History was everywhere in this speech, yet May referred to it only to encourage her audience to forget it. This was history treated ironically. May reminded the country that this was not 1940, when the UK “stood alone” against the axis powers. Nor was it 1957, when the Rome treaties were signed (without Britain), founding modern European integration. Nor was it 1973, when the UK joined the European Economic Community. Nor indeed was it 1992, when the Maastricht Treaty transformed the EEC into the EU. History was dumped as unceremoniously as it had been dug up.
In case anyone was in doubt, May reminded us: “We are in 2016.” And in those four words lie her philosophy of history. The idea is to draw a line under the past so that the prime minister can move on personally from her recent personal past as a Remainer, the Conservative Party can forget its travails over Europe, and the country can unite behind a post-Brexit vision.
May’s engagement with historical time is more urgent for her than for most politicians. She badly needs to distance herself from her immediate past, and the UK from its EU history.
May, we can infer, wants us to remember only as far back as July 13 2016 – the day she became prime minister. This is for two reasons. First, everything that came before her accession to office potentially can be used to undermine the credibility of a Remain campaigner (even a lukewarm one) turned Brexit prime minister.

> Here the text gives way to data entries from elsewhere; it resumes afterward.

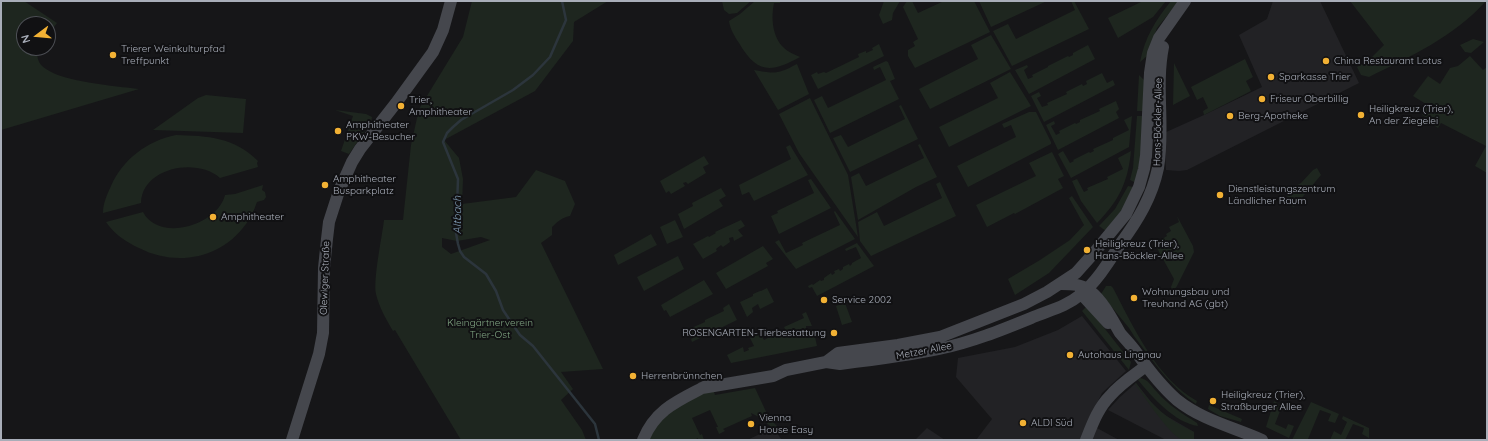 <!DOCTYPE html>
<meta charset="utf-8">
<style>
body{margin:0}
#map{position:relative;width:1488px;height:441px;overflow:hidden;background:#161618;font-family:Quicksand,sans-serif}
canvas{display:block}
.frame{position:absolute;inset:0;border:2px solid #a8adb8;pointer-events:none}
.north{position:absolute;left:16px;top:16px;width:40px;height:40px;box-sizing:border-box;background:#111113;border:1px solid #4d4f55;border-radius:50%;rotate:254deg;font-size:11px;font-weight:700;line-height:16px;text-align:center;color:#a8adb8}
.north::after{content:'';display:block;margin:auto;width:14px;height:18px;background:#f2b134;clip-path:polygon(50% 0,100% 100%,50% 72%,0 100%)}
</style>
<div id="map">
<canvas width="1488" height="441"></canvas>
<div class="frame"></div>
<div class="north">N</div>
</div>
<script>
const ctx = document.querySelector('canvas').getContext('2d');
ctx.lineJoin = 'round';
function paint(path, color) {
  ctx.fillStyle = color;
  ctx.fill(path, 'evenodd');
}
function trace(path, color, width, dash) {
  ctx.strokeStyle = color;
  ctx.lineWidth = width;
  ctx.lineCap = dash ? 'butt' : 'round';
  ctx.setLineDash(dash || []);
  ctx.stroke(path);
}
function label(font, color, halo, rows, align = 'center') {
  ctx.font = font + ' Quicksand,sans-serif';
  ctx.lineWidth = 4;
  ctx.setLineDash([]);
  ctx.textBaseline = 'middle';
  ctx.strokeStyle = halo;
  ctx.fillStyle = color;
  for (const [text, x, y, turn = 0] of rows) {
    ctx.save();
    ctx.translate(x, y);
    ctx.rotate((+turn || 0) * Math.PI / 180);
    ctx.textAlign = isNaN(turn) ? turn : align;
    if (halo) ctx.strokeText(text, 0, 0);
    ctx.fillText(text, 0, 0);
    ctx.restore();
  }
}
paint(new Path2D(`
 M 1273,1 L 1320,1 L 1359,83 L 1187,170 L 1179,171 L 1166,170 L 1164,133 L 1204,115 L 1262,87 L 1239,35 L 1267,19 Z
 M 1082,316 L 1126,371 L 1102,393 L 1096,405 L 1097,428 L 1119,440 L 976,440 L 992,419 L 956,377 L 958,358 L 1015,347 L 1058,330 Z
 M 1136,383 L 1152,403 L 1163,414 L 1194,432 L 1194,440 L 1166,440 L 1108,410 L 1120,397 Z
 M 773,428 L 782,440 L 747,440 Z
 M 927,428 L 945,440 L 915,440 Z`), '#222225');
paint(new Path2D(`
 M 1,1 L 24,1 L 57,23 L 48,35 L 48,24 L 24,24 L 24,48 L 38,48 C 36,57 38,64 46,69 C 64,82 115,86 139,89 L 1,130 Z
 M 472,1 L 608,1 L 574,22 L 573,41 L 535,91 L 444,140 L 459,158 L 463,179 L 462,204 L 516,197 L 536,170 L 565,181 L 575,204 L 570,216 C 563,217 557,222 552,227 L 552,235 L 541,243 L 603,369 L 561,372 L 573,389 L 561,400 L 582,430 L 586,440 L 461,440 L 395,330 L 393,331 C 386,319 379,307 376,294 C 373,279 382,237 384,220 L 403,220 L 411,145 L 419,109 L 463,37 ZM 481,237 L 490,240 L 451,254 L 442,247 L 442,238 L 457,241 Z
 M 722,1 L 751,1 L 737,13 L 729,14 L 724,10 Z
 M 755,1 L 780,1 L 780,3 L 774,3 C 771,17 772,37 784,48 C 788,52 794,54 800,57 C 771,73 757,74 739,43 C 735,37 730,29 729,21 L 740,14 Z
 M 884,1 L 900,1 L 893,13 L 892,20 L 883,24 L 879,15 Z
 M 907,1 L 912,1 L 918,13 L 944,1 L 974,1 L 990,32 L 915,68 L 908,56 L 908,50 L 915,46 L 913,42 L 918,39 L 903,7 Z
 M 979,1 L 1047,1 L 991,27 Z
 M 1071,1 L 1074,1 L 1089,29 L 1012,66 L 993,31 L 1008,24 L 1016,39 L 1075,10 Z
 M 1143,1 L 1166,1 L 1153,17 L 1118,38 L 1108,18 Z
 M 1171,1 L 1179,1 L 1157,28 L 1147,56 L 1140,62 C 1145,37 1155,21 1171,1 Z
 M 1350,1 L 1486,1 C 1454,37 1411,56 1369,77 L 1361,75 L 1357,67 L 1370,59 L 1384,45 Z
 M 991,35 L 1011,69 L 930,109 L 919,89 L 978,59 L 971,45 Z
 M 1473,39 L 1484,42 L 1471,53 L 1465,52 L 1460,45 Z
 M 879,44 L 884,56 L 818,89 L 811,75 L 817,72 L 818,74 L 824,72 L 826,73 L 859,57 L 858,54 L 866,51 L 866,53 L 873,50 L 872,48 Z
 M 1088,45 L 1095,59 L 1029,94 L 1015,70 L 1027,65 L 1028,67 L 1024,70 L 1028,79 L 1033,77 L 1032,75 L 1048,67 L 1048,66 L 1068,56 L 1069,57 L 1073,55 L 1073,53 Z
 M 1470,56 L 1483,70 L 1487,67 L 1487,173 L 1475,166 L 1486,146 L 1441,123 L 1438,128 L 1426,120 L 1427,118 L 1422,115 L 1426,104 L 1413,96 L 1428,76 L 1440,84 L 1450,68 L 1458,66 Z
 M 1245,59 L 1253,77 L 1246,81 L 1251,91 L 1204,115 L 1203,111 L 1208,108 L 1203,97 L 1197,100 L 1191,87 Z
 M 886,61 L 888,62 L 895,79 L 890,81 L 899,99 L 830,133 L 814,100 L 822,96 L 828,108 L 886,80 L 880,67 L 874,70 L 873,67 Z
 M 1174,63 L 1190,96 L 1173,105 Z
 M 797,64 L 809,94 L 778,110 L 754,70 C 775,74 778,74 797,64 Z
 M 1010,72 L 1031,106 L 949,147 L 939,127 L 998,98 L 990,83 Z
 M 1102,73 L 1107,83 L 1113,80 L 1115,85 L 1044,122 L 1031,96 L 1039,92 L 1041,96 L 1037,98 L 1042,107 L 1048,105 L 1047,103 L 1067,94 L 1066,92 L 1082,84 L 1083,86 L 1087,84 L 1086,81 Z
 M 1139,75 L 1144,80 L 1144,111 L 1137,111 Z
 M 206,95 L 246,99 L 243,133 L 153,130 L 198,98 Z
 M 810,98 L 848,175 L 858,237 L 799,153 L 779,114 Z
 M 1116,101 L 1119,109 L 1116,112 L 1119,118 L 1058,150 L 1046,125 L 1054,121 L 1055,124 L 1051,126 L 1056,135 L 1060,133 L 1059,131 L 1075,123 L 1076,124 L 1080,122 L 1080,120 L 1100,111 L 1099,109 Z
 M 901,105 L 918,139 L 850,172 L 833,138 L 841,135 L 848,147 L 905,119 L 899,106 Z
 M 335,110 L 366,114 L 372,117 L 371,122 L 349,154 L 341,151 L 353,116 Z
 M 1029,112 L 1036,112 L 1051,142 L 1051,144 L 968,187 L 957,166 L 1016,137 L 1011,125 L 1004,128 L 1002,124 Z
 M 1132,116 L 1129,147 L 1071,178 L 1058,154 L 1063,151 L 1070,163 L 1074,161 L 1073,160 L 1089,152 L 1090,153 L 1094,151 L 1093,149 L 1113,140 L 1113,138 L 1129,130 L 1124,120 Z
 M 1137,116 L 1144,116 L 1141,153 L 1136,183 L 1130,180 L 1133,168 Z
 M 176,135 C 208,136 234,137 258,161 L 257,163 L 258,167 L 220,178 C 196,157 142,168 141,203 L 103,213 C 103,203 107,195 111,186 C 123,159 147,141 176,135 Z
 M 920,144 L 937,177 L 916,187 L 858,220 L 851,177 L 859,173 L 866,186 L 924,158 L 918,145 Z
 M 790,145 L 808,175 L 754,201 L 749,192 L 742,195 L 739,185 L 791,159 L 786,147 Z
 M 1131,151 C 1128,182 1119,201 1097,223 L 1081,201 L 1072,181 L 1077,179 L 1084,192 L 1088,190 L 1087,188 L 1108,179 L 1107,177 L 1123,169 L 1118,158 Z
 M 1052,152 L 1064,176 L 1058,179 L 1063,188 L 1015,214 L 1014,213 L 987,227 L 976,205 L 1036,176 L 1029,163 Z
 M 704,156 L 709,164 L 703,167 L 706,173 L 688,184 L 686,182 L 683,183 L 685,186 L 671,194 L 669,191 L 666,193 L 660,181 Z
 M 1317,168 L 1321,175 L 1295,206 L 1293,207 L 1285,192 L 1301,183 L 1313,170 Z
 M 811,179 L 831,208 L 779,234 L 771,216 L 778,213 L 777,211 L 814,193 L 808,180 Z
 M 940,182 L 956,216 L 871,256 L 860,241 L 858,222 L 877,212 L 884,226 L 942,198 L 936,184 Z
 M 263,185 L 262,190 L 265,192 L 266,197 L 264,200 L 257,202 C 254,210 251,218 246,224 C 221,259 176,267 139,248 C 126,242 114,234 106,222 L 143,212 C 159,243 218,225 225,195 L 235,194 Z
 M 1128,186 L 1133,187 L 1122,210 L 1106,231 L 1099,226 L 1115,209 Z
 M 721,188 L 726,196 L 719,200 L 723,206 L 684,229 L 678,214 L 693,206 L 692,203 Z
 M 1072,196 L 1093,227 L 1049,273 L 1015,295 L 1008,279 L 1040,260 L 1070,240 L 1084,225 L 1069,198 Z
 M 835,211 L 855,239 L 796,269 L 775,242 L 779,240 L 786,253 L 803,245 L 802,243 L 840,225 L 834,212 Z
 M 1177,216 L 1193,246 L 1194,252 L 1177,286 L 1175,289 L 1172,290 L 1171,287 L 1174,279 L 1157,248 L 1159,246 L 1158,244 L 1163,241 L 1162,239 L 1167,236 L 1166,234 L 1171,231 L 1169,227 L 1179,222 Z
 M 675,220 L 683,237 L 667,244 L 660,227 Z
 M 741,220 L 745,226 L 738,230 L 743,236 L 734,241 L 733,237 L 729,238 L 730,242 L 723,247 L 721,245 L 716,249 L 717,251 L 703,259 L 693,244 L 708,236 L 709,237 L 716,233 L 715,232 Z
 M 651,234 L 657,245 L 618,265 L 614,255 Z
 M 857,243 L 874,266 L 817,296 L 812,287 L 809,288 L 808,286 L 812,284 L 813,285 L 820,280 L 821,281 L 824,280 L 824,278 L 831,273 L 832,275 L 835,273 L 834,271 L 839,269 L 840,271 L 843,269 L 843,267 L 849,264 L 850,266 L 852,264 L 852,263 L 861,258 L 856,247 L 846,251 L 845,249 Z
 M 763,246 L 773,259 L 766,263 L 768,266 L 726,289 L 716,273 Z
 M 678,256 L 684,269 L 644,291 L 637,277 Z
 M 704,280 L 713,294 L 670,317 L 666,310 L 664,311 L 661,305 Z
 M 1106,286 L 1111,286 L 1113,288 C 1134,328 1157,379 1197,401 L 1196,404 C 1170,387 1153,361 1134,336 L 1129,328 L 1101,294 Z
 M 767,288 L 774,302 L 760,309 L 758,304 L 752,308 L 753,312 L 747,317 L 740,302 L 753,296 L 753,294 L 760,291 L 761,291 Z
 M 845,303 L 852,322 L 842,325 L 836,306 Z
 M 729,304 L 737,320 L 692,342 L 691,339 L 693,338 L 689,329 L 705,322 L 705,320 L 724,311 L 723,308 Z
 M 1087,306 L 1131,362 L 1129,370 L 1082,311 Z
 M 806,312 L 812,326 L 806,326 L 806,332 L 814,332 L 817,346 L 731,363 L 727,355 L 743,347 L 744,352 L 749,350 L 748,348 L 754,346 L 750,338 L 760,333 L 764,340 L 785,329 L 784,327 L 804,318 L 802,314 Z
 M 1140,378 C 1148,379 1151,386 1157,392 C 1168,405 1183,414 1197,423 L 1198,426 C 1175,423 1152,397 1138,380 Z
 M 1136,383 C 1153,408 1168,419 1194,432 L 1194,440 C 1190,440 1185,441 1181,439 C 1170,435 1143,395 1135,384 Z
 M 755,388 L 769,418 L 778,427 L 774,429 L 759,417 L 751,413 L 752,416 L 723,429 L 725,431 L 719,434 L 716,427 L 718,427 L 710,410 L 692,418 L 700,435 L 702,434 L 704,440 L 698,440 L 698,438 L 694,440 L 647,440 C 665,408 682,404 713,389 L 715,395 Z
 M 1274,401 L 1282,406 L 1275,424 L 1286,429 L 1288,424 L 1294,426 L 1289,438 L 1266,427 Z
 M 1311,402 L 1339,414 L 1335,423 L 1328,421 L 1331,414 L 1320,410 L 1308,439 L 1310,440 L 1292,440 Z
 M 1209,405 L 1242,419 L 1241,422 L 1220,416 L 1208,409 Z
 M 1343,416 L 1369,428 L 1369,438 L 1362,434 L 1364,428 L 1353,424 L 1345,440 L 1330,440 L 1334,431 L 1341,435 L 1347,422 L 1342,419 Z`), '#1e261f');
trace(new Path2D(`
 M 562,1 L 566,20 L 550,57 L 533,75 L 513,90 L 461,120 L 453,127 L 447,133 L 443,142 L 458,179 L 456,233 L 458,244 L 460,251 L 464,257 L 486,274 L 496,291 L 503,310 L 511,322 L 520,335 L 533,346 L 595,424 L 599,440`), '#2c353c', 2.5);
trace(new Path2D(`
 M 1061,284 C 1071,284 1082,284 1090,291 C 1103,301 1112,319 1120,333 C 1125,339 1131,345 1136,352 C 1148,369 1161,386 1177,400 C 1202,420 1233,427 1262,440
 M 1081,288 L 1081,294 L 1085,298 L 1108,323
 M 826,362 L 840,364 C 873,360 906,356 939,349 C 973,342 1004,329 1036,316 C 1051,310 1067,306 1080,295 C 1096,283 1110,260 1121,243 C 1138,220 1152,197 1158,168 C 1165,128 1155,87 1163,47
 M 702,388 L 773,376 L 786,370 L 826,362 L 838,353 L 898,345 L 940,337 L 1024,304 L 1047,292 L 1076,273 L 1093,254 L 1126,214 L 1139,187 L 1144,169 L 1146,156 L 1150,73 L 1153,53 L 1159,38 L 1185,1
 M 292,440 L 319,354 L 323,333 L 324,268 L 327,239 L 329,222 L 339,191 L 352,162 L 360,149 L 396,103 L 433,52 L 443,30 L 451,1
 M 643,440 C 656,408 680,400 708,385
 M 1086,440 C 1092,425 1098,408 1110,396 C 1120,384 1134,375 1146,366`), '#45474d', 12);
for (const [x, y, r, color] of [
 [113,55,4,"#f2b134"],
 [1326,61,4,"#f2b134"],
 [1271,77,4,"#f2b134"],
 [1262,99,4,"#f2b134"],
 [401,106,4,"#f2b134"],
 [1361,115,4,"#f2b134"],
 [1230,116,4,"#f2b134"],
 [338,131,4,"#f2b134"],
 [325,185,4,"#f2b134"],
 [1220,195,4,"#f2b134"],
 [213,217,4,"#f2b134"],
 [1087,250,4,"#f2b134"],
 [1134,298,4,"#f2b134"],
 [824,300,4,"#f2b134"],
 [834,333,4,"#f2b134"],
 [1070,355,4,"#f2b134"],
 [633,376,4,"#f2b134"],
 [1213,401,4,"#f2b134"],
 [1023,423,4,"#f2b134"],
 [751,424,4,"#f2b134"]
]) {
  const dot = new Path2D();
  dot.arc(x, y, r, 0, 2 * Math.PI);
  ctx.fillStyle = color;
  ctx.fill(dot);
  trace(dot, '#111113', 1.5);
}
label('10px', '#a8adb8', '#111113', [
 ["Trierer Weinkulturpfad",121,49],
 ["Treffpunkt",121,61],
 ["China Restaurant Lotus",1334,61],
 ["Sparkasse Trier",1279,77],
 ["Friseur Oberbillig",1270,99],
 ["Trier,",409,100],
 ["Amphitheater",409,112],
 ["Heiligkreuz (Trier),",1369,109],
 ["An der Ziegelei",1369,121],
 ["Berg-Apotheke",1238,116],
 ["Amphitheater",346,125],
 ["PKW-Besucher",346,137],
 ["Amphitheater",333,179],
 ["Busparkplatz",333,191],
 ["Dienstleistungszentrum",1228,189],
 ["Ländlicher Raum",1228,201],
 ["Amphitheater",221,217],
 ["Heiligkreuz (Trier),",1095,244],
 ["Hans-Böckler-Allee",1095,256],
 ["Wohnungsbau und",1142,292],
 ["Treuhand AG (gbt)",1142,304],
 ["Service 2002",832,300],
 ["ROSENGARTEN-Tierbestattung",826,333,"right"],
 ["Autohaus Lingnau",1078,355],
 ["Herrenbrünnchen",641,376],
 ["Heiligkreuz (Trier),",1221,395],
 ["Straßburger Allee",1221,407],
 ["Vienna",759,418],
 ["House Easy",759,430],
 ["ALDI Süd",1031,423]
], 'left');
label('10px', '#a8adb8', '#111113', [
 ["Hans-Böckler-Allee",1158,122,-89],
 ["Olewiger Straße",325,278,-88],
 ["Metzer Allee",924,351,-11]
]);
label('10px', '#7fa381', '#111113', [
 ["Kleingärtnerverein",490,323],
 ["Trier-Ost",490,335]
]);
label('italic 11px', '#7f9bb3', '#111113', [
 ["Altbach",458,215,-90]
]);
</script>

Second, the contemporary history of European unity is widely recounted by the progressive forces in UK politics and civil society organising themselves to oppose Brexit at the general election and beyond. The only change May wants is a huge Conservative majority after the 2017 election. It would give her a mandate to govern if not unrestrained or unopposed, then certainly more effectively until 2022. The change May needs personally, is to be known not as an ex-Remainer, but as the leader who delivered a successful Brexit.
Expect this most pragmatic of prime ministers to play fast and loose with historical time in a bid to achieve the level of political forgetting she requires. May will only excavate memories of the past to bury them more deeply.